Roland Hjort’s Whyred is a Swedish fashion staple. His work has always been heavily influenced by sub cultures, often British, and the S/S13 season was no exception but this time Hjort's attention was turned to New York City. Adding a bit of colour (orange, electric blue) to proceedings, we saw paisley patterns, shimmering suits and monochrome graphic prints on slim, 80s new wave-inspired suits and pleated trousers. Golden pointy shoes added glamour and rock edge.
The Local Firm (Richard Hutchinson and Axel Nyhage) is a bit of a super team, especially combined with the stylist POV from long time collaborator Robert Rydberg. This approach is always visible in a TLF show due to the aesthetic coherence. The often dark and moody colour scheme was merged up with lighter, more natural shades. Headscarves added to a stylistic consistency, one that – according to the duo – was inspired by “urban rave kids from the 90s”. A unisex sartorial base of jeans and bombers was mixed up through layering geometric shapes with body-tight lycra pieces.

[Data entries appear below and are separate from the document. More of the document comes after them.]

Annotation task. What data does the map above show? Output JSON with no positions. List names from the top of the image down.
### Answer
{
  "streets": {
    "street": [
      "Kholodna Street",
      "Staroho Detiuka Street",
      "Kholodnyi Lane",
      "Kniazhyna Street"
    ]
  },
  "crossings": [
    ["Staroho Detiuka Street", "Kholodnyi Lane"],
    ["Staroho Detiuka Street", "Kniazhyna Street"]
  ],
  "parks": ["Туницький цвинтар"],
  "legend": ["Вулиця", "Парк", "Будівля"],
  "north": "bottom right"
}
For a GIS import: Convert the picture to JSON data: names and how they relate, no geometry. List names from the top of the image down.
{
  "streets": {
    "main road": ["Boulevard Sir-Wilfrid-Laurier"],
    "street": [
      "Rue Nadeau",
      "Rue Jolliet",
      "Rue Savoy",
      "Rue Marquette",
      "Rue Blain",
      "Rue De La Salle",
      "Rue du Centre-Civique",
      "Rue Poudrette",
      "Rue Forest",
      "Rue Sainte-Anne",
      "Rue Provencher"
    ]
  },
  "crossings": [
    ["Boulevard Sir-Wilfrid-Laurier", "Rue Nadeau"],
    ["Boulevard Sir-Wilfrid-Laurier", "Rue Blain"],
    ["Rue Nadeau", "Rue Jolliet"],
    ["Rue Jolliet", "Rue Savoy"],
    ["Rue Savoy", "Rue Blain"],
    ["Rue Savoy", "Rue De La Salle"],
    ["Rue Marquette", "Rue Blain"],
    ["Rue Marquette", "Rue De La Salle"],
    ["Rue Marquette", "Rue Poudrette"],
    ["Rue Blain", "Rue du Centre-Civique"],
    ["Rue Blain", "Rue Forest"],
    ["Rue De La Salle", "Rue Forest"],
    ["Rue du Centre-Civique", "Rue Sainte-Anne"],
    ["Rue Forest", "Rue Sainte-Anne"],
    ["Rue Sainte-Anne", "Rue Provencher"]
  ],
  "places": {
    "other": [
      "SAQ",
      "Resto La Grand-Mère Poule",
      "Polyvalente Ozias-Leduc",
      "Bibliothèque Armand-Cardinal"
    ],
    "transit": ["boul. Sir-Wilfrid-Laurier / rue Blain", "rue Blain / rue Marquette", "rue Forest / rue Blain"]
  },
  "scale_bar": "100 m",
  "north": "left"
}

In terms of shapes, cuts and draping, the prize went to Diana Orving who showcased a collection of dresses, jackets and coats in silk and organza. Calling it ‘Flowing Origami’, Orving set the tone straight away and delivered all the way throughout with simple and clean cuts in luxe fabrics. A few abstract prints and subtle paint splatter gave the collection a visual identity, but Orving’s Spring Summer vision was all about how the fabrics and the body worked together in harmonic movement.
As one of three headline shows, together with J.Lindeberg and Tiger of Sweden, Ann-Sofie Back’s Cheap Monday is free to just about anything. It’s of course a high street brand, albeit one with an attitude, and Back – a veteran of high-end catwalk extravaganzas – has taken Cheap Monday to new heights since 2009, often with a bit of humour. For S/S13, we were driven to a skate park outside central Stockholm. Shirts and Tees with slogans, the overall silhouette (loose and over sized) plus camouflage caps all testified to a 90s grunge attitude. But for Back it was also about all the ‘in between’ phenomena in life: people, feelings, looks and thoughts that can’t be placed or categorised. As always there was a strong denim focus, but more than anything Cheap Monday impressed with conceptual coherency and strong looks.
One of the last designers to show, Hernandéz Cornet, will have to represent the next generation of Swedish fashion. In an intimate setting in one of the upper floors of Berns Salonger, the designer showed a collection inspired by a MTV generation experimenting with “workwear, baggy jeans and denim bras.” Off white denim – utility waistcoats and flared trousers with slits – made for a strong start. Throughout the collection, two visual themes were evident; the Hernandéz Cornet logo featured heavily but - perhaps even more eye catching - several jackets were embellished with metal bits, creating a welcome contrast to the swanky setting and sophisticated collection.